First there was a knight and it was a really brave knight. It has won a lot of battles too. And he was waiting for a battle to fight.
Then a scary dragon came up to fight him. The knight was all prepared for the battle. The king was looking for a brave knight that would fight this battle.
He got down from the castle. The dragon was ready to win this battle. The knight came charging at the dragon and the dragon came charging at the knight. The knight tried to strike the dragon in the belly, but the dragon picked him up and flew away with him into the forest. The dragon put the knight down and flew away hiding from him. The knight was trying to find him. The knight was walking and looking behind all the trees to find him.
Finally he found the dragon. The dragon was blowing as much fire as he can out of his mouth, but the knight was seeming not to die. The dragon thought it would kill him. The knight tried to strike it in his mouth for him to die, but the teeth were in the way so he couldn't. The dragon picked the knight up and dropped him on the ground. But he still didn't die. And the dragon was wondering how to kill him and the knight had very strong muscles.
Then he went home to get his horse. He's even stronger with a horse. And he can't run as fast as a horse so he was even faster on a horse. So the knight was charging at the dragon again. The horse was going to jump and the knight was going to stick his sword right through his neck. But the dragon moved too fast for the horse to strike it. The knight was getting mad. The knight was thinking that he would lose this battle. He was thinking that he was going to die.
And then the knight stuck his sword into the dragon. But the dragon didn't die. Then the knight was thinking he would win this battle. The dragon was getting weaker. The dragon was kind of dying too. The dragon was getting mad. The dragon was doing all he could to win this battle. But the knight would not die. And the dragon was beginning to be afraid he would die.

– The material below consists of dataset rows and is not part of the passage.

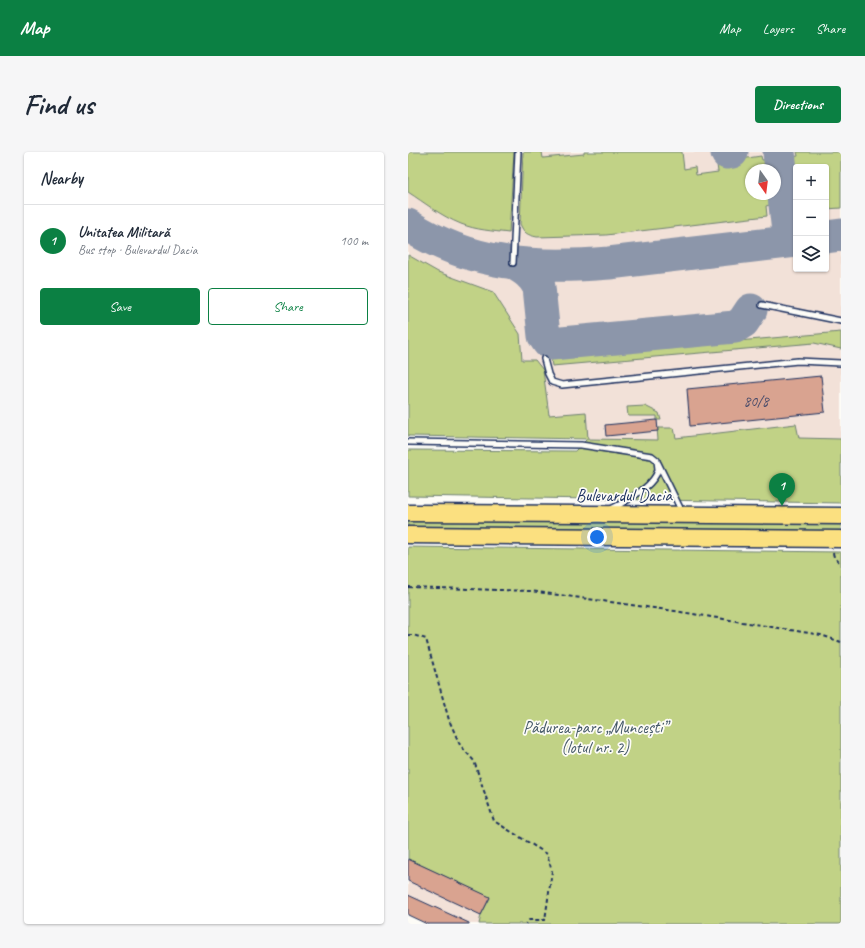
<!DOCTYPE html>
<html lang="en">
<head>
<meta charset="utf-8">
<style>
	body { margin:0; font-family:Caveat,sans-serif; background:#f6f6f7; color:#1f2937 }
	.controls { position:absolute; right:12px; top:12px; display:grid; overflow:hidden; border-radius:4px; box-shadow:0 1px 3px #0004 }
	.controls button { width:36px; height:36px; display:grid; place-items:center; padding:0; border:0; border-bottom:1px solid #e0e1e3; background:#fff; color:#1f2937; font:20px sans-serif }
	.compass { position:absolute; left:337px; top:12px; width:36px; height:36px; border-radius:50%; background:#fff; box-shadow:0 1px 3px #0004; rotate:166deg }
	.you { position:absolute; left:189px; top:385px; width:14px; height:14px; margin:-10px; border:3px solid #fff; border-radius:50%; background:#1a73e8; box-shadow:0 0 0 6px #1a73e833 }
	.badge { display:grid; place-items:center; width:26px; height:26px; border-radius:50%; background:#0b8043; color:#fff; font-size:13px; font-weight:700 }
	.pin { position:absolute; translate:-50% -33px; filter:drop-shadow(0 1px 2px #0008) }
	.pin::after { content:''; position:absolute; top:21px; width:14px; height:12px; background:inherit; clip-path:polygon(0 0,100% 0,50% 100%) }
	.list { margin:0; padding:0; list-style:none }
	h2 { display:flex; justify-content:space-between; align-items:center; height:52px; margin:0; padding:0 16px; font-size:17px }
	h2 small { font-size:13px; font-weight:400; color:#747a83 }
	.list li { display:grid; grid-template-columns:26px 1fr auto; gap:12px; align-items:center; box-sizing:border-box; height:72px; padding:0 16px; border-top:1px solid #e0e1e3 }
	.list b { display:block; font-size:15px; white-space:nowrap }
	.list p { margin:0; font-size:13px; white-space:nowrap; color:#747a83 }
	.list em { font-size:13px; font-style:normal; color:#747a83 }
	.actions { display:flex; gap:8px; padding:12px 16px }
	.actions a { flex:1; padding:9px 0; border:1px solid #0b8043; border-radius:4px; text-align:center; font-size:14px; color:#0b8043 }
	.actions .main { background:#0b8043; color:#fff }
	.icon { flex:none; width:22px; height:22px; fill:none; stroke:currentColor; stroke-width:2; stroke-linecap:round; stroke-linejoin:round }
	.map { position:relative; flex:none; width:433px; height:772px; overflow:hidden; border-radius:4px }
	header { display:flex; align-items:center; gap:24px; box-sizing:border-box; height:56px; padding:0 20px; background:#0b8043; color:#fff }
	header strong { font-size:19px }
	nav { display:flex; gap:22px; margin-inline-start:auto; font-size:14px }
	.intro { display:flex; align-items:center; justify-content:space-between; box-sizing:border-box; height:96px; padding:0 24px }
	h1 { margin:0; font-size:28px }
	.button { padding:10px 18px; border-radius:4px; background:#0b8043; color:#fff; font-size:14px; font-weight:700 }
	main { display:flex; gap:24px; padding:0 24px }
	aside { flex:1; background:#fff; border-radius:4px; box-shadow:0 1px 3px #0004 }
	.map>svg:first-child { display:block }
	.built { fill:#f2e1d8; fill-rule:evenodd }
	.green { fill:#c1d286; stroke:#6e8072 }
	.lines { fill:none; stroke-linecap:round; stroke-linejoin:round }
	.taxiway { stroke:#8c96aa; stroke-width:33 }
	.building { fill:#d9a390; stroke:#1b2f5e }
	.lane-casing { stroke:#1b2f5e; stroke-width:8 }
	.primary-casing { stroke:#1b2f5e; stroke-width:19 }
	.path { stroke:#1b2f5e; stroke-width:2; stroke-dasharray:4 3; stroke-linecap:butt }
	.lane { stroke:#fdfcf7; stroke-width:5 }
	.primary { stroke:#fbe080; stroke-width:16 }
	.labels { text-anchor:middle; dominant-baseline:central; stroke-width:3.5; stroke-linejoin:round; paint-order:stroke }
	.number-label { font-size:15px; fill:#4a4c6a }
	.street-label { font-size:17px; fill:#1b2f5e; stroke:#fdfcf7 }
	.park-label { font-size:17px; fill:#445868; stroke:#fdfcf7 }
</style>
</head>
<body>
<header>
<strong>Map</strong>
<nav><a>Map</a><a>Layers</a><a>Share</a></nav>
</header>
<div class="intro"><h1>Find us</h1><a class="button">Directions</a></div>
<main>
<aside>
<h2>Nearby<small></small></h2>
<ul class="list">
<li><span class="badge">1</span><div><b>Unitatea Militară</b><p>Bus stop · Bulevardul Dacia</p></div><em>100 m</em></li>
</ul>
<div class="actions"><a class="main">Save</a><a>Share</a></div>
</aside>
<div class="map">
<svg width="433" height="772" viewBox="0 0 433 772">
	<rect width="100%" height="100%" fill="#fdfcf7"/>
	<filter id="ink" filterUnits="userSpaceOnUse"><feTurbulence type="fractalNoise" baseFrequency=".025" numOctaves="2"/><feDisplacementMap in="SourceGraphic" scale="8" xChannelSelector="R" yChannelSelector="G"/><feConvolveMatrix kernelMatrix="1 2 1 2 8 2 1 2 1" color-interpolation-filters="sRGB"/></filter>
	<g filter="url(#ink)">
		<!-- built -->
		<path class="built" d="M0,0H433V292L0,284ZM388,15H418V117H388ZM343,18H367V42H343Z
			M0,707L82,745L73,763L71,772H19L0,763Z"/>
		<!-- green -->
		<path class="green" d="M0,0H106L101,81C85,79 68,78 53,72C33,64 17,51 0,40Z
			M115,0H134L135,6L176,2V0H274L276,17L287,15L288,23L310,20L309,13L319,12V9L353,4L354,8L361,7L363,17L366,18H343V42H365L366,52L358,54L359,64L198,83L129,85C119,83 116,81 112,72Z
			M389,0H433V56L418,57V15H388V50L386,39H383L380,16L384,15L382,5L390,4Z
			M0,103L30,120L85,140L112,182L114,208H127L135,218L141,263L178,260L180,287L250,288L249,276H266L268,286L388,272L391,286L433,287V351L0,344V298L167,299L179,287L0,284Z
			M433,180V197L406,191L144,214L143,208L146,205Z
			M237,254L251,261L253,268H249V264H220L219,255Z
			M0,367L433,372V381L0,375Z
			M0,395L433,400V772H71L73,763L82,746L0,707Z"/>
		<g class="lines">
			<!-- taxiway -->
			<path class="taxiway" d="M371,0L381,89
				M319,1L324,0
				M0,73C63,114 129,117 201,111L388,89
				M418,85L433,83
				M105,111C116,117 125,123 131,135L136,184L140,190L143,192L327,175L335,170L343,158"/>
		</g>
		<!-- building -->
		<path class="building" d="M413,224L417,260L282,274L279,237Z
			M249,268L250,279L198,284L197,273Z
			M0,707L82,745L73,763L0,729Z
			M0,743L61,771V772H19L0,763Z"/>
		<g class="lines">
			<!-- lane casing -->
			<g class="lane-casing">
				<path id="lane" d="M105,111L110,0
					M354,153L433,169
					M136,207L140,222L144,230L154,233L390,209L433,211
					M0,290L173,293L244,304L249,308C249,311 250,315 250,318C246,334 217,350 203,357
					M250,311L274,360"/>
			</g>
			<!-- primary casing -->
			<g class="primary-casing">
				<path id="primary" d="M0,361C144,362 289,362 433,364
					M0,383L433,387"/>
			</g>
			<!-- path -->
			<path class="path" d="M425,401L426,405L433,412
				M0,435L122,439L267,459L413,483L433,490
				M0,483H5L18,487L41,568L52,593L66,609L86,669L139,702L144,719L137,768H121L118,772"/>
			<!-- lane -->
			<use href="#lane" class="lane"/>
			<!-- primary -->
			<use href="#primary" class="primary"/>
		</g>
	</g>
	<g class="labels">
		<!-- number labels -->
		<g class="number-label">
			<text x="348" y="249">80/8</text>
		</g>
		<!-- street labels -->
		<g class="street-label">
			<text x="216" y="343">Bulevardul Dacia</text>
		</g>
		<!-- park labels -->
		<g class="park-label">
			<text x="187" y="575">Pădurea-parc „Muncești”<tspan x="187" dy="20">(lotul nr. 2)</tspan></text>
		</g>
	</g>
</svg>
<div class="controls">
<button>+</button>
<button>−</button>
<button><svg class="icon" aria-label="layers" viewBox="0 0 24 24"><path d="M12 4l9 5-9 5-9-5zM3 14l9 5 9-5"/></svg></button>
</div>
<svg class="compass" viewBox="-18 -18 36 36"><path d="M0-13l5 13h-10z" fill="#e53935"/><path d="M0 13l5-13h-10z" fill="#747a83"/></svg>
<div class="you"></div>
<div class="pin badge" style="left:374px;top:354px">1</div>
</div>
</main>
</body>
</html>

And the dragon almost surrendered. But the dragon kept on fighting. And the dragon kind of thought he would win this battle. The knight was charging as hard as he could to stick his sword into the dragon. And the knig striked his sword into the dragon's mouth. And the dragon died.

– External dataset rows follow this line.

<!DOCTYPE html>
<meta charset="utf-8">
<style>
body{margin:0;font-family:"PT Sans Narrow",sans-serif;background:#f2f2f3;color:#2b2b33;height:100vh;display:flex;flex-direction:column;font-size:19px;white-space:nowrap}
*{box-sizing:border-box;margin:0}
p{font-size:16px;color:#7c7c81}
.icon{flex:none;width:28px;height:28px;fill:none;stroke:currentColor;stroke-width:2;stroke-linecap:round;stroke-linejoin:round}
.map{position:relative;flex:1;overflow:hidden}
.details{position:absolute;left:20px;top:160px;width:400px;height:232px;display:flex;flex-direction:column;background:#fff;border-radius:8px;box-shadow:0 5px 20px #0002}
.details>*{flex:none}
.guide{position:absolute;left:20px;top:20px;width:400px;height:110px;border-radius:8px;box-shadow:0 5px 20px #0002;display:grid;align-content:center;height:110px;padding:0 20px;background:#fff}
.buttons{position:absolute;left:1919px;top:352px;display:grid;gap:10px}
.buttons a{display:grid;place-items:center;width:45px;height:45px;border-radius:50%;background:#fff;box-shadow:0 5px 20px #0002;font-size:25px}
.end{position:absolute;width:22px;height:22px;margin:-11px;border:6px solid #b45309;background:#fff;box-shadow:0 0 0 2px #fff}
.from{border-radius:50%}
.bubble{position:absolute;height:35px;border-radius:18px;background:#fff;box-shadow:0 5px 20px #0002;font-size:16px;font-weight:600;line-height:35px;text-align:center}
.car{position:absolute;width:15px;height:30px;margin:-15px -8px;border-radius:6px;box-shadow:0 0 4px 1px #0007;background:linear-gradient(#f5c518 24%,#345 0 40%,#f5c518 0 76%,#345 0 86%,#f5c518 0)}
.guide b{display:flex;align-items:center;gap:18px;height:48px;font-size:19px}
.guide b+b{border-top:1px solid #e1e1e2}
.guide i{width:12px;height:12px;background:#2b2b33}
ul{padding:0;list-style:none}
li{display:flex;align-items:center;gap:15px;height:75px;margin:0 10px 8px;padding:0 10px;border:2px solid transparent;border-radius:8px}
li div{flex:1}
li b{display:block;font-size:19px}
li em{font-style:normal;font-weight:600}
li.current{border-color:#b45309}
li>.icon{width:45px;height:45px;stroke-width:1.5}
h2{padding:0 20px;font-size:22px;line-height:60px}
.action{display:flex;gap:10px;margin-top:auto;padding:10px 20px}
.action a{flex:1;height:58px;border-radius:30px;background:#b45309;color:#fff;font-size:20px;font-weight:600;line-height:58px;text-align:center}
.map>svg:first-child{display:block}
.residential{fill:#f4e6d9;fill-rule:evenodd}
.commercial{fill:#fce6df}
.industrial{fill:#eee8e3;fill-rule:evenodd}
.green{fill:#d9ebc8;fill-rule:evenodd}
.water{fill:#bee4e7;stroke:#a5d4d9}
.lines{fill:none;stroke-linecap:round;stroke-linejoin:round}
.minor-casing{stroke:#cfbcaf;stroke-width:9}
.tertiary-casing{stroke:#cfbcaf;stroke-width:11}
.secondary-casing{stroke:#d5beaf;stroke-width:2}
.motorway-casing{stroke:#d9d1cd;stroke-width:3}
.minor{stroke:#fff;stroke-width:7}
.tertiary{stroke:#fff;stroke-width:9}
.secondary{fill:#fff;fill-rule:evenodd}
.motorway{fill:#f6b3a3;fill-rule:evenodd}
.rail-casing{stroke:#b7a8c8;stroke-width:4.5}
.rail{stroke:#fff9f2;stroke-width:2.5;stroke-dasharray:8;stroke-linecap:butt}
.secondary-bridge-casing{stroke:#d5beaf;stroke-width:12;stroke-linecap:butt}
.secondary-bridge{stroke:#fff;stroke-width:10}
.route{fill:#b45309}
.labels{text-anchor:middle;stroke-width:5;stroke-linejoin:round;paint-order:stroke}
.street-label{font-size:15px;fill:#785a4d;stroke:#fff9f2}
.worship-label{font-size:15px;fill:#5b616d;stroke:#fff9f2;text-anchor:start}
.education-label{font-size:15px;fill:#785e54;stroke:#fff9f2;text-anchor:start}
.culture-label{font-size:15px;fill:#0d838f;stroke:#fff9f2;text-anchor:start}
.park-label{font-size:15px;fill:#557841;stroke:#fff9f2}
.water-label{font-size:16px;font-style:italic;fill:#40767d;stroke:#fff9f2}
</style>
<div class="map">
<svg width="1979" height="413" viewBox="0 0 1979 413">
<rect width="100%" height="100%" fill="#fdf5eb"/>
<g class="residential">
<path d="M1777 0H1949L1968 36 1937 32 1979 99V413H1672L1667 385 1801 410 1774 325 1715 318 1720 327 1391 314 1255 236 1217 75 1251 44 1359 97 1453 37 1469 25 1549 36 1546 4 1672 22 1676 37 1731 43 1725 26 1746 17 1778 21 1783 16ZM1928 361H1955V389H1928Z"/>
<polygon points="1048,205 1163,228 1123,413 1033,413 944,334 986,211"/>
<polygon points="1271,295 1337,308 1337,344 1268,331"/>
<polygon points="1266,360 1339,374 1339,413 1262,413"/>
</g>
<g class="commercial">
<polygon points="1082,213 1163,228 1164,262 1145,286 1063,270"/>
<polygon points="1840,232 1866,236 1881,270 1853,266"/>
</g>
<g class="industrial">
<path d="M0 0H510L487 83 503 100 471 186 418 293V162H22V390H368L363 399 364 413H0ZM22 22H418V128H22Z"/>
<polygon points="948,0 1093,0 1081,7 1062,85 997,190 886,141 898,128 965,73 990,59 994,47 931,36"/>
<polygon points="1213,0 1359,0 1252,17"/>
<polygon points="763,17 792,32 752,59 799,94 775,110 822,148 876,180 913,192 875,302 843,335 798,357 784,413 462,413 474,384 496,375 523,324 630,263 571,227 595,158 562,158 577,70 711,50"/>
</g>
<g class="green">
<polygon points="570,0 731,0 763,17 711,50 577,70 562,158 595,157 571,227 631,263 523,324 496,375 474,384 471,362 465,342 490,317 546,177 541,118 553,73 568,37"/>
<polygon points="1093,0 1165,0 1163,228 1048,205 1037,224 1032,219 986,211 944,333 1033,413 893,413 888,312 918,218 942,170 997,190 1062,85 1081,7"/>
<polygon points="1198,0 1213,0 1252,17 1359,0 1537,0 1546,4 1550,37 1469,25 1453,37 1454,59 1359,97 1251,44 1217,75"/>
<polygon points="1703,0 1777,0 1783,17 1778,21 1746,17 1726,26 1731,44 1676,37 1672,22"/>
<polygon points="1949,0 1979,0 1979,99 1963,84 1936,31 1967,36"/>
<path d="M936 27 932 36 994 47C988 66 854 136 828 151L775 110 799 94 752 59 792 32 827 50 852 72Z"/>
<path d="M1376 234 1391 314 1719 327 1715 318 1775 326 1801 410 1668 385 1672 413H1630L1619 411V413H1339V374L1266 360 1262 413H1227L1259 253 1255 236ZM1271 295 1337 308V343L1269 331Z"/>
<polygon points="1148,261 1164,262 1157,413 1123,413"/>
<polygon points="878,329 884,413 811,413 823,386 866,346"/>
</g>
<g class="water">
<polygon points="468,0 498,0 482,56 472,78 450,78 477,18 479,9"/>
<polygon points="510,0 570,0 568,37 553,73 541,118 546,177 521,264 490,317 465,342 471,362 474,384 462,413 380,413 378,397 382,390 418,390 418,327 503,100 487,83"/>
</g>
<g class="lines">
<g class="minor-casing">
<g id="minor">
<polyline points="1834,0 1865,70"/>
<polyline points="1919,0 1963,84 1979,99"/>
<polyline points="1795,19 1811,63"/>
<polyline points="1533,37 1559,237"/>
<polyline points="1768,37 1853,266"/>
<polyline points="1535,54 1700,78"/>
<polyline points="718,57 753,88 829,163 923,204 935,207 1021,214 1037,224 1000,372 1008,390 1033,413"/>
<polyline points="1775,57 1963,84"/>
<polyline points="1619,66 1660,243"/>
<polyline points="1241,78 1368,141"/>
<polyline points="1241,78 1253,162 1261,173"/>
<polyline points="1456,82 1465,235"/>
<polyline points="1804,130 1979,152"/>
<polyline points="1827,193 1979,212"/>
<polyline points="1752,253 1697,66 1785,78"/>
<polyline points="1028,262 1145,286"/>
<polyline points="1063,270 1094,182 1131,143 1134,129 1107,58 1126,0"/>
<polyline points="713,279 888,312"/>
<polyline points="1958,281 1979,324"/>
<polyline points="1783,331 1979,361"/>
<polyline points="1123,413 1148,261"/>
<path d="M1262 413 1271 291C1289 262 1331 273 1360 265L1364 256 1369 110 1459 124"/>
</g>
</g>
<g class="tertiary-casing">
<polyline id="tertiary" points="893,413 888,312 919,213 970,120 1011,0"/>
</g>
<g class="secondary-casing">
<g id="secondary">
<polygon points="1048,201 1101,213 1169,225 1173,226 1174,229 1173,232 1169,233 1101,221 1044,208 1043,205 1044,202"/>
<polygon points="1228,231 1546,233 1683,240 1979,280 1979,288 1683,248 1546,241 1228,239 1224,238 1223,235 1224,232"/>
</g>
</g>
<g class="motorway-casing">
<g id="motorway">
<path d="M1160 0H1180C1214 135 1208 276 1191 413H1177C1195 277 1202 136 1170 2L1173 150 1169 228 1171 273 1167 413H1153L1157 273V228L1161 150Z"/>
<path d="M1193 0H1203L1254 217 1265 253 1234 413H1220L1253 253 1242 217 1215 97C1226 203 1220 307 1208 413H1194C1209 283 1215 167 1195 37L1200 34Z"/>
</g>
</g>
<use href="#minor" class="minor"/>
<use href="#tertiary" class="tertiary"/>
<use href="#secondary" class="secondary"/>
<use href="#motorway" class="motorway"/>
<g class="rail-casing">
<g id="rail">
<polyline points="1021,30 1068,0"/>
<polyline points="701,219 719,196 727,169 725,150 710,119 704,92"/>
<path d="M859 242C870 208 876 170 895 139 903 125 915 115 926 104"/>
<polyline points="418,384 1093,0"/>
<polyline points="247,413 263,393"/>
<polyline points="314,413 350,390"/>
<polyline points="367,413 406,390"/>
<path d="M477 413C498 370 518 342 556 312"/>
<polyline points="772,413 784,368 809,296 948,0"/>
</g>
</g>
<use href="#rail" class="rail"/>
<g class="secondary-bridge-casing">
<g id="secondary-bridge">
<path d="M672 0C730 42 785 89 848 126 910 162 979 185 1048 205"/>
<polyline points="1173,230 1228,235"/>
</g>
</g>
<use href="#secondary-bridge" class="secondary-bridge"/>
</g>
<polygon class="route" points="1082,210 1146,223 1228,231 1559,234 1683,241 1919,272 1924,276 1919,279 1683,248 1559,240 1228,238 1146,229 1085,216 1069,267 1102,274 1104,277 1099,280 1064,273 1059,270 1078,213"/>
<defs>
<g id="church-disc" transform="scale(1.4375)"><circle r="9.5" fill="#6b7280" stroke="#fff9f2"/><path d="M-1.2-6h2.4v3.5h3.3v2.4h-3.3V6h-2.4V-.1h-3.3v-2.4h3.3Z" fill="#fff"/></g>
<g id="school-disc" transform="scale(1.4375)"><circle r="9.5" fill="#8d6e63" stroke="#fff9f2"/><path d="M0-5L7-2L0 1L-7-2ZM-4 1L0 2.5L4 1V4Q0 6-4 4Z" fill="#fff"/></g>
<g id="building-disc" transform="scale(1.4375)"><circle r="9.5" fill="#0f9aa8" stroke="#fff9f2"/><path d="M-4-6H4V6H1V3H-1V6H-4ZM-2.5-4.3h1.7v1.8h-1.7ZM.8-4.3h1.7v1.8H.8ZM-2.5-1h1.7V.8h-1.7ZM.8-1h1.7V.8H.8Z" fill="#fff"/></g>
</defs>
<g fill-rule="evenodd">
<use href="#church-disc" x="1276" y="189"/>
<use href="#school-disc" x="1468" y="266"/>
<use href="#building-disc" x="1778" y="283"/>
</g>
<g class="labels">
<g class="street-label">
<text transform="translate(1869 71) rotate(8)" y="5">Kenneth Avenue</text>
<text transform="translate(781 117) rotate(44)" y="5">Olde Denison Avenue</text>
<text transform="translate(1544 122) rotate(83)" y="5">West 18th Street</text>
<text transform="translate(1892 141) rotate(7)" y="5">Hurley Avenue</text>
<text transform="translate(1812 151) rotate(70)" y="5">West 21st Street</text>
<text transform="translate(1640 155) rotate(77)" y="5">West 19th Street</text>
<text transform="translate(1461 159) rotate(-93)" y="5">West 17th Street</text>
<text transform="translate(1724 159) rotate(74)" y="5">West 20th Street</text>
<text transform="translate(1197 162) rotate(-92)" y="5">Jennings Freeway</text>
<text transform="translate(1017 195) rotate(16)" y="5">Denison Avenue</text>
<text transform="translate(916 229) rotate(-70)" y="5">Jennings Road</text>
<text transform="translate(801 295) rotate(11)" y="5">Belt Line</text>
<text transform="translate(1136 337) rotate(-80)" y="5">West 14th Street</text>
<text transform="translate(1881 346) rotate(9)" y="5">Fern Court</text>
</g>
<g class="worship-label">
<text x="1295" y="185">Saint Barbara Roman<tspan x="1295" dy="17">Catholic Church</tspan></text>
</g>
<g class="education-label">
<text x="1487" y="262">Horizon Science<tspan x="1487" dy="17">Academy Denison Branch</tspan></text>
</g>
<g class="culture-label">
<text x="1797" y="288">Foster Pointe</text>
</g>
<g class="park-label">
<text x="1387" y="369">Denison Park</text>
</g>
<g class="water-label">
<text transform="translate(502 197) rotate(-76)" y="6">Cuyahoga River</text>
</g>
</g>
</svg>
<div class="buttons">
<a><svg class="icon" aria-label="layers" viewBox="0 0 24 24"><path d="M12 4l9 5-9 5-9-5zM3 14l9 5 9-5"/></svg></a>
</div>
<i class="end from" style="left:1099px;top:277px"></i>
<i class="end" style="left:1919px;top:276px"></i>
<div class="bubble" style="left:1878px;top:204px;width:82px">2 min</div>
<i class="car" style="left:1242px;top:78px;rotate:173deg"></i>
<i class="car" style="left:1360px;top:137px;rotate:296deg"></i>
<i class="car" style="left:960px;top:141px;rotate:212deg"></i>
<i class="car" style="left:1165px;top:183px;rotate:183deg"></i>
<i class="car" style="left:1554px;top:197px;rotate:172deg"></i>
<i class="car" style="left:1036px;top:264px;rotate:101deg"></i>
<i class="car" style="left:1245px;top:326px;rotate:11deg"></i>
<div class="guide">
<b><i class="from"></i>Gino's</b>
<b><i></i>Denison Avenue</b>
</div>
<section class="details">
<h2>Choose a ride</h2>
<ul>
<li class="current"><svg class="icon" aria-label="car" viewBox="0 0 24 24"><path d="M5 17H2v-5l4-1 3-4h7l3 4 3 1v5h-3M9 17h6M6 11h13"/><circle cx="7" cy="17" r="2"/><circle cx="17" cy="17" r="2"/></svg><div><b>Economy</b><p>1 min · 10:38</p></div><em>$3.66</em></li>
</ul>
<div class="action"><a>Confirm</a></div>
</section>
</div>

The knight was soooo happy that he won this battle. He was thinking that he should go tell the king. And the knight was walking to the king's castle. And he was walking on and on and on. He wasn't close at all. It took a long time for him to get to the castle. He still wasn't close, it was like 3 miles to get there. It took all day and all night and he still wasn't close. He was getting tired of walking so he decided to get on his horse.
Then he got to the king's castle and there was a guard watching. And the guard sad to the king "Somebody's here." So the king was walking to see who it was. The king saw it was the knight who fought the battle. The king said "Don't open the drawbridge yet. I want to see if it is someone disguised like him." And so the king had to ask him a lot of questions. And he had to answer them all. And finally they let him in. They knew he was the knight that fought the battle.
The knight was talking to the king. And the king was really happy that he slayed the dragon. The king gave his princess to the knight. And the knight said "thank you." And the king said "thank you for slaying the dragon." And then they left the castle. It took more than 4 hours to get back to the knight's castle. And the knight let the princess ride on his horse. And it took all day and all night to get back. And they still weren't close, it took 10 miles to get back to their castle. And then they got to their castle. And they lived happily ever after.